This could discuss growth rates, when growth plates close, appropriate levels of exercise, nutrition (Merck had a fabulous manual on this) showing effects of deficiency and excess in diet , PASTERNS - ears, teething, on and on .
Cover the differences in pup development and movement as seen in dogs with typical West German show line structure , typical structure promoted in the American show fancy , typical west German working .

I think it would be stellar . (especially from you)


----------



## Linda J Shaw

I think that would be an entirely separate book on health and pathology. My book is big enough as it is. Might be a project for down the road. 
www.shawlein.com


----------



## gsdluvr

@Carmspack, :toasting: Great idea!


----------



## Mrs.P

Mine has shipped --so looking forward to it!  Thanks again for the articles posted!


----------



## Linda J Shaw

Here is a review of my book that I received. I am amazed that Peter put in the time to write such a thoughtful review, and he made some very good points which, if we go to a second edition, I will use. It's a long review, so I have posted it on my home page:
www.shawlein.com


----------



## onyx'girl

I gave a copy of your book to a friend who knows structure and is professionally involved with canine athletics and conditioning. 
She was thrilled with your book, and wanted all of her clients and students to buy a copy so they could learn more, as it is so well illustrated and easy to understand.


----------



## carmspack

the AKC idea of GSD ideals

https://www.youtube.com/watch?v=yO-F92G0ApY


----------



## carmspack

I found these two while going through an old blog.

Carmspack Blast on the left with the kong in his gob and Carmspack Trust the regal senior female on the right. Both dogs have their TD, TDX and Urban Tracking Dog Excellent. Trust being among the first in north America -- and Blast getting all 3 titles in one year , while he was under 3 years of age himself.

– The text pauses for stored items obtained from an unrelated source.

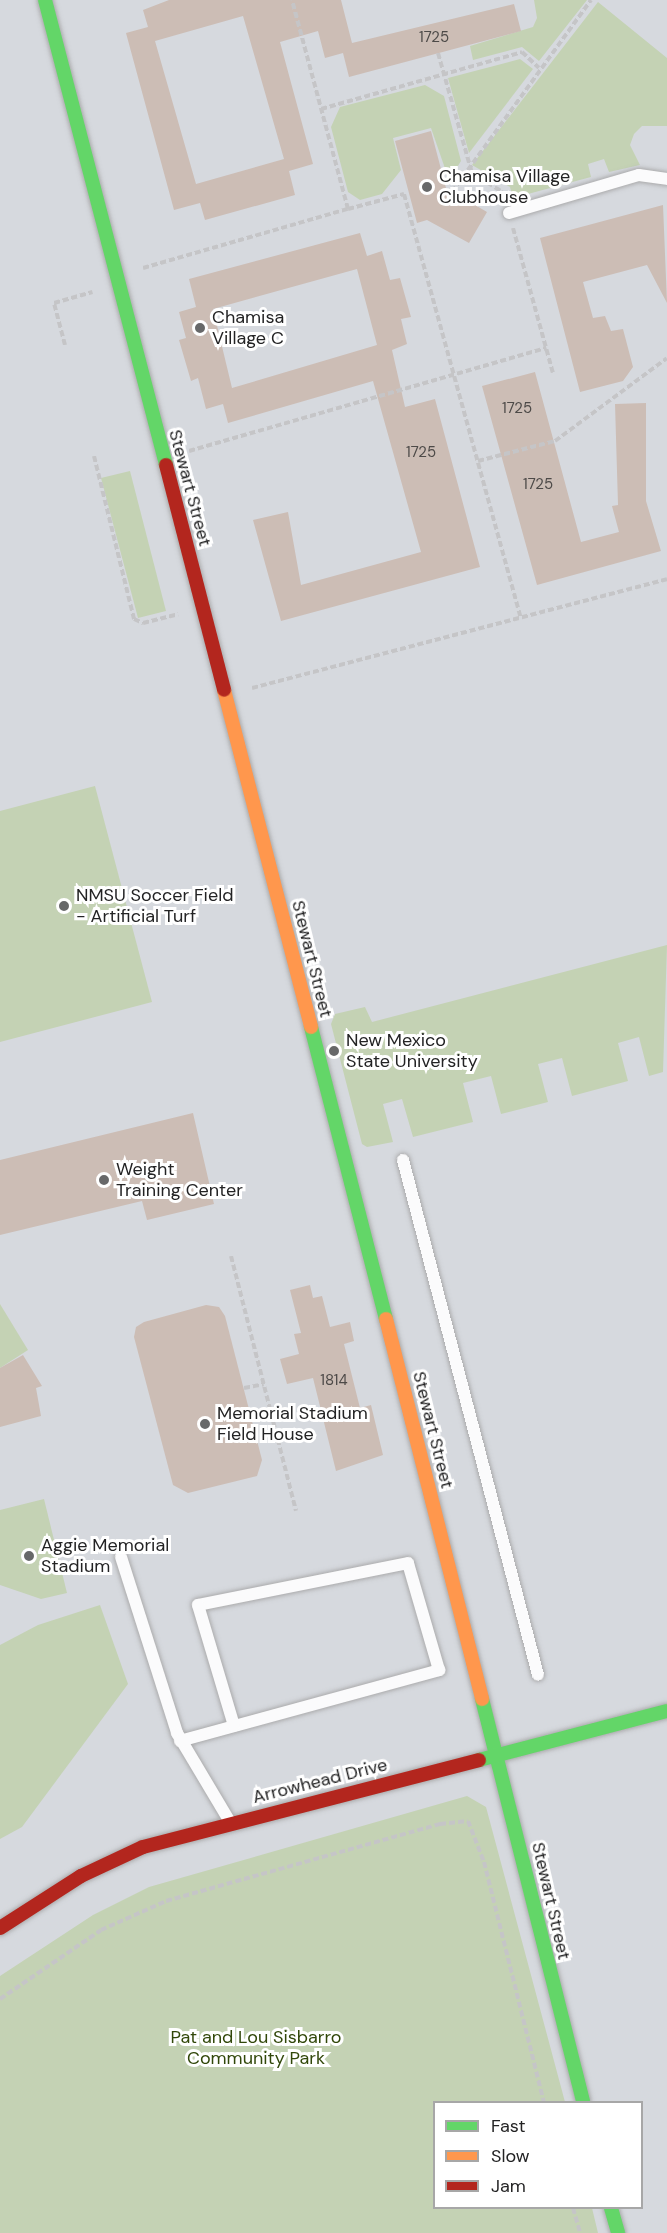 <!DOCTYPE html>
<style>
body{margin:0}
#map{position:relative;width:667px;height:2233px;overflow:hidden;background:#e6e7e8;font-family:"DM Sans",sans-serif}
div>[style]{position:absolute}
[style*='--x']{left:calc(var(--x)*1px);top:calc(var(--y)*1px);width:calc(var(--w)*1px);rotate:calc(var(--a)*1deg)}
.built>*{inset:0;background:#d6d9de}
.green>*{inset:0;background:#c4d2b4}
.building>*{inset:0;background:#ccbdb5}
.path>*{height:4px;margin-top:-2px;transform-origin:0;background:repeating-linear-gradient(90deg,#c5c5c7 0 6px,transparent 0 9px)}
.roads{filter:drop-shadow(0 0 2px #ababac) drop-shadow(0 0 2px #ababac)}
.lane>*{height:12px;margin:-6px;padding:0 6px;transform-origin:6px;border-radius:6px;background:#fbfbfc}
.fast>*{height:14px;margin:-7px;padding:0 7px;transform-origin:7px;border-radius:7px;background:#63d668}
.slow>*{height:14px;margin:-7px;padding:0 7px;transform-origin:7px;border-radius:7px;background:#ff974d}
.jam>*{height:14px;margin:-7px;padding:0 7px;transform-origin:7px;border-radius:7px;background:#b3261e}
.dots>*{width:16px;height:16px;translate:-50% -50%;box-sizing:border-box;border:3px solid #fff;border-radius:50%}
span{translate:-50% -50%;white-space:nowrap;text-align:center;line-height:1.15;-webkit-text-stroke:6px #fff;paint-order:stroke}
.number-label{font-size:15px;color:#4d4a48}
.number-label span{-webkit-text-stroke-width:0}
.poi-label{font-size:18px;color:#232324}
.left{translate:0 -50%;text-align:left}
.street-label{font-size:18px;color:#232324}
.park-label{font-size:18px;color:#314709}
.legend{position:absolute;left:433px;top:2101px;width:210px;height:108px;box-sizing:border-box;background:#fff;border:2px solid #a7a7a7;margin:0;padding:8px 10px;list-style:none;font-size:18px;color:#232324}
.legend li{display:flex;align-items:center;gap:12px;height:30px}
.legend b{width:30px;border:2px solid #a7a7a7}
</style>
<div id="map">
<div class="built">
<div style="clip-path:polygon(evenodd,0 0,667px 0,667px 2233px,0 2233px,0 0,434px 2102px,642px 2102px,642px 2208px,434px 2208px,434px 2102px)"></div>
</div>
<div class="green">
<div style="clip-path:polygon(534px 0,587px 0,539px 61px,522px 47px,473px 60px,470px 46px,533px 27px,537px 18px)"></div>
<div style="clip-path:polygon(598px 2px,667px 58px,667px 126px,642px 126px,634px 134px,630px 145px,640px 165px,609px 172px,604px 159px,588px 164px,591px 177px,513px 198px,510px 187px,472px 165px)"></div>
<div style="clip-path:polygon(520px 59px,533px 69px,469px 153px,448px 78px)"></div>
<div style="clip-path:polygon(425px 85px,444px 96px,461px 161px,449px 180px,431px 128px,393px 138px,401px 170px,382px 194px,360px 200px,348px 192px,331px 127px,340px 107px)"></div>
<div style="clip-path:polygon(130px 471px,166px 611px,138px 618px,101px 478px)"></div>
<div style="clip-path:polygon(95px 786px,152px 1002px,0 1042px,0 811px)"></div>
<div style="clip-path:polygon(667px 945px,663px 1072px,649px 1076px,639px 1037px,618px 1043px,628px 1081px,572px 1096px,562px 1058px,538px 1064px,548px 1102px,501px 1114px,491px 1076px,463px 1083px,473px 1122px,413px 1137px,402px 1099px,383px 1104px,393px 1142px,367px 1147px,362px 1144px,331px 1024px,335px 1014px,365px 1007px,372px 1022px)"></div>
<div style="clip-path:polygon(0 1304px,28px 1350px,0 1368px)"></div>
<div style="clip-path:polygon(44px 1499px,67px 1593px,41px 1599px,0 1585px,0 1510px)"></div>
<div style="clip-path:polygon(100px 1605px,128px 1684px,22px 1827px,0 1839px,0 1645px,38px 1625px)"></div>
<div style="clip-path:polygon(467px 1796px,486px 1807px,565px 2102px,434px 2102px,434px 2208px,592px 2208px,598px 2233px,0 2233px,0 1976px,93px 1915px,149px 1887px)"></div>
</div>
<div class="building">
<div style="clip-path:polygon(evenodd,169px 0,341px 0,352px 43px,514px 4px,521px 31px,349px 77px,343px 53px,325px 58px,318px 31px,280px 42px,313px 164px,289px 171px,295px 195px,205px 220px,200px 203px,174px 210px,126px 33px,148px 27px,143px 10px,169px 0,243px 16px,284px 159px,196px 184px,155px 41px,243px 16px)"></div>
<div style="clip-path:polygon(431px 131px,446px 188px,487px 212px,469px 243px,427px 220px,417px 223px,395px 141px)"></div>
<div style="clip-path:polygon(663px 205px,667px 303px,647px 265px,583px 282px,593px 318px,605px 316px,611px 331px,623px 329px,633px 367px,623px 381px,580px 392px,540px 238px)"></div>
<div style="clip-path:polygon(evenodd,360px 233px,367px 256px,382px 251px,390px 280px,400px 278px,411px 317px,401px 319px,407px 344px,392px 350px,405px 407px,435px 399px,480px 567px,281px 621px,253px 520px,288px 512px,301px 585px,421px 552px,373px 381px,228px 423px,223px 404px,206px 409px,198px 378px,191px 381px,179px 340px,186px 338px,179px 312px,196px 307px,189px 279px,360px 233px,357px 269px,377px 345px,232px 388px,213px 309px,357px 269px)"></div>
<div style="clip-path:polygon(535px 372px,581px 542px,619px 532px,612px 506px,618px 505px,615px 404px,646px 403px,646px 501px,661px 551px,537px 585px,482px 386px)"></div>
<div style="clip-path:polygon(193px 1113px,214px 1204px,147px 1220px,142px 1201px,0 1235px,0 1160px)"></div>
<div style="clip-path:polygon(310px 1285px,313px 1298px,322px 1296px,330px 1327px,350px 1322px,354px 1341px,344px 1344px,360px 1408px,371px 1405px,383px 1455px,336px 1471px,313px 1378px,287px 1384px,280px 1359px,299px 1354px,294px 1334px,301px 1333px,290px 1290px)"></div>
<div style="clip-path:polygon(206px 1305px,219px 1307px,225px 1316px,262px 1460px,257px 1476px,188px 1493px,173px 1485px,134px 1337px,136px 1327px,144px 1322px)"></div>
<div style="clip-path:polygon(23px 1355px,42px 1386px,36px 1388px,41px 1416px,0 1427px,0 1368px)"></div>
</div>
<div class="path">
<div style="--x:438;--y:53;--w:125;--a:74.2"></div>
<div style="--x:472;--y:173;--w:34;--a:32"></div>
<div style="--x:501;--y:191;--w:8;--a:67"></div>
<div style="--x:321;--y:109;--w:209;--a:-15.8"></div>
<div style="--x:522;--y:52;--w:23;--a:43"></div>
<div style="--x:452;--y:192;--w:237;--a:-54.1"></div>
<div style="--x:348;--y:209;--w:58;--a:-15"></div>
<div style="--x:404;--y:194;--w:440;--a:74.6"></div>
<div style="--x:513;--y:228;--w:150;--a:74.6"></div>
<div style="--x:143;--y:268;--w:213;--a:-16.1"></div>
<div style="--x:348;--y:209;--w:216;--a:-105"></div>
<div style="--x:65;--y:345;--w:43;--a:-104.7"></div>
<div style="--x:54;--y:303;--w:40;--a:-16"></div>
<div style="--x:189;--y:451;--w:372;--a:-16.1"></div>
<div style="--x:94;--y:456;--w:168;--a:76.2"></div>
<div style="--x:134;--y:619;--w:10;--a:24"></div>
<div style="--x:143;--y:623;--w:36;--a:-14"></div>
<div style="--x:478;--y:461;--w:80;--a:-14.6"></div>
<div style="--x:555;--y:441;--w:139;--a:-36.5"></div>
<div style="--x:252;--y:688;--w:429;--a:-14.7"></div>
<div style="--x:231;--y:1256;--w:263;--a:75.7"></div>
<div style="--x:244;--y:1388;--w:20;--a:-11"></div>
<div style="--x:0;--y:1999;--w:122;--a:-34.3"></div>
<div style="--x:101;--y:1930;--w:71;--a:-24"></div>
<div style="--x:166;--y:1901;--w:285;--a:-15.7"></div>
<div style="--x:440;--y:1824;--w:28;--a:-6"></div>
<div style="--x:468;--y:1821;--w:44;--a:68.7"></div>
<div style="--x:484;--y:1862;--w:247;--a:76"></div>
<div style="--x:573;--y:2208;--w:26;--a:74"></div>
</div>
<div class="roads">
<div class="lane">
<div style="--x:509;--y:213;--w:135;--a:-16.3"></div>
<div style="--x:639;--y:175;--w:28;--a:8"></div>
<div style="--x:403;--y:1160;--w:532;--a:75.31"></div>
<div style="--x:121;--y:1557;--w:185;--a:72.3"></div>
<div style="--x:177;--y:1733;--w:104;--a:59.2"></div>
<div style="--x:180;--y:1741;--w:269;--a:-15.3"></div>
<div style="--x:439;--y:1670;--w:111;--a:-106.2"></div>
<div style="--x:408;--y:1563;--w:214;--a:168.7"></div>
<div style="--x:198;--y:1605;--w:126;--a:73.4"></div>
</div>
<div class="fast">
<div style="--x:45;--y:0;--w:480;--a:75.4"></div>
<div style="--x:311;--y:1027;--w:301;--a:75.6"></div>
<div style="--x:482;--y:1699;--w:415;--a:75.9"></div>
<div style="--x:479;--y:1760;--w:194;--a:-14.6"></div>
<div style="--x:611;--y:2208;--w:26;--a:74"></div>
</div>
<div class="slow">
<div style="--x:224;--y:690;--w:348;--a:75.5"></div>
<div style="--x:386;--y:1319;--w:392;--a:75.8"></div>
</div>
<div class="jam">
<div style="--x:166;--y:465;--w:232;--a:75.5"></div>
<div style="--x:0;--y:1928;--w:96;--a:-32.7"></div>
<div style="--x:81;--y:1876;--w:68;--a:-25.1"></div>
<div style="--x:143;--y:1847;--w:347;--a:-14.5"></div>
</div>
</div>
<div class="dots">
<div style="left:427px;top:187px;background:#676869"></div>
<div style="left:200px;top:328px;background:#676869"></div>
<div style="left:64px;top:906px;background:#676869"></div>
<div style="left:334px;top:1051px;background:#676869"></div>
<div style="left:104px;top:1180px;background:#676869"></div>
<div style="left:205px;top:1424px;background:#676869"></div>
<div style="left:29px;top:1556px;background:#676869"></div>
</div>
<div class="number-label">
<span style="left:434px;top:38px">1725</span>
<span style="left:517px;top:409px">1725</span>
<span style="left:421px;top:453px">1725</span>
<span style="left:538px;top:485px">1725</span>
<span style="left:334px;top:1381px">1814</span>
</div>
<div class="poi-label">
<span class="left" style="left:439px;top:187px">Chamisa Village<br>Clubhouse</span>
<span class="left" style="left:212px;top:328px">Chamisa<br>Village C</span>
<span class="left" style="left:76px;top:906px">NMSU Soccer Field<br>- Artificial Turf</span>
<span class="left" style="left:346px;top:1051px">New Mexico<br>State University</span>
<span class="left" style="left:116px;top:1180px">Weight<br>Training Center</span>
<span class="left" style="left:217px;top:1424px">Memorial Stadium<br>Field House</span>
<span class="left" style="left:41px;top:1556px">Aggie Memorial<br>Stadium</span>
</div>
<div class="street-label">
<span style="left:190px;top:488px;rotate:75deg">Stewart Street</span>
<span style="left:312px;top:959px;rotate:76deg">Stewart Street</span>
<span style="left:433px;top:1430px;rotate:76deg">Stewart Street</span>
<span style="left:320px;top:1781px;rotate:-14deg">Arrowhead Drive</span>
<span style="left:551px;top:1901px;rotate:77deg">Stewart Street</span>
</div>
<div class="park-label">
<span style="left:256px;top:2048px">Pat and Lou Sisbarro<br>Community Park</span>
</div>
<ul class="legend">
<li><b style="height:8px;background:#63d668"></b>Fast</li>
<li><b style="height:8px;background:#ff974d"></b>Slow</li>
<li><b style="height:8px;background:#b3261e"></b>Jam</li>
</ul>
</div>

Put them in here for conformation because Linda always looks to the wolf as an ideal for durable efficient movement.

They don't get much wolfier than this !!



by the way the old girl Trust lived into her 15th year.
They are related although not directly


----------



## Linda J Shaw

*The Illustrated Standard for the German Shepherd Dog*

I've decided to post the first 51 pages of my book for free download. That's 25% of the book. It's a pdf and almost 4MB. It includes all the basic information and full body and anatomical illustrations on the gray wolf and the correct GSD, standing normally, and in the case of the GSD, posed. 

www.shawlein.com

I've increased the bandwidth of my website. The last time I posted a notice on my book, viewers crashed the site. But bandwidth is finite, and not cheap, so if you see "bandwidth exceeded" that just means there are too many people trying to access it at once. The website is still there, and you can access it later. Or you can email me and I will send you the pdf. [email protected]

Enjoy.


----------



## Michael W

This sounds like a great book, both in conception and execution; ordering a copy now.


----------